▶ Work to be completed
Your task is to find every line of the data that holds the string "Spafford" and copy it.

Dataset entries
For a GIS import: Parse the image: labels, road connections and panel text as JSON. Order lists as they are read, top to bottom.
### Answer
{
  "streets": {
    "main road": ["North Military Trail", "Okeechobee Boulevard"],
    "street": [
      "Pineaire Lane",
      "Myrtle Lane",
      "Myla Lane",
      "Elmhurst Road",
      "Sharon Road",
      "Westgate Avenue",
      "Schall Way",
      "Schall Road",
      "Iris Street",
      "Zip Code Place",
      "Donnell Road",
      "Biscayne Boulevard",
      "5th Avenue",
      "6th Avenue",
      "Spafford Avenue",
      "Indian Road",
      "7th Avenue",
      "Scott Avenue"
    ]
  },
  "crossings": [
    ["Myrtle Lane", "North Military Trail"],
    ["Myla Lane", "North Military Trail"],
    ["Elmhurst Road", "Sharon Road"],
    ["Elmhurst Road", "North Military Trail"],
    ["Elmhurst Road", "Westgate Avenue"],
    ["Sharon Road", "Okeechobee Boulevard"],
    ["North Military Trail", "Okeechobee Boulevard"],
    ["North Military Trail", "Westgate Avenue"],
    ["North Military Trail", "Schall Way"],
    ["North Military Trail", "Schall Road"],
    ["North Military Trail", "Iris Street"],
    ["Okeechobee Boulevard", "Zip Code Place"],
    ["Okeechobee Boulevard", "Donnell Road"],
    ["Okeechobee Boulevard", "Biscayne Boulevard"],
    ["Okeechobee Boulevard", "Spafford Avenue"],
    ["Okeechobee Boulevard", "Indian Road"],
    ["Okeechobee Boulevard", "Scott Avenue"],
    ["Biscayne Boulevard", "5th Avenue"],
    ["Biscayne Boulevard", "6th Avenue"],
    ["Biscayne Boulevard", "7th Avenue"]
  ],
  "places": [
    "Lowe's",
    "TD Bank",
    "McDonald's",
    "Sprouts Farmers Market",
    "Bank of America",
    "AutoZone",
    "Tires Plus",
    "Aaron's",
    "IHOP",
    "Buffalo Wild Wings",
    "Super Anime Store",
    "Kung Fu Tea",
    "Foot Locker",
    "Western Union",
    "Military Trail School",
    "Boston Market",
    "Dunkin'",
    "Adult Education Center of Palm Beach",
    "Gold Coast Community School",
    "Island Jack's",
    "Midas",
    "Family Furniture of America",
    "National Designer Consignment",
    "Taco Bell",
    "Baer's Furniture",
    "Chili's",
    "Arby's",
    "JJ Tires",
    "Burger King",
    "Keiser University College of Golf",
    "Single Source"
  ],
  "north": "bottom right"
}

▶ Response below
      "Spafford Avenue",
    ["Okeechobee Boulevard", "Spafford Avenue"],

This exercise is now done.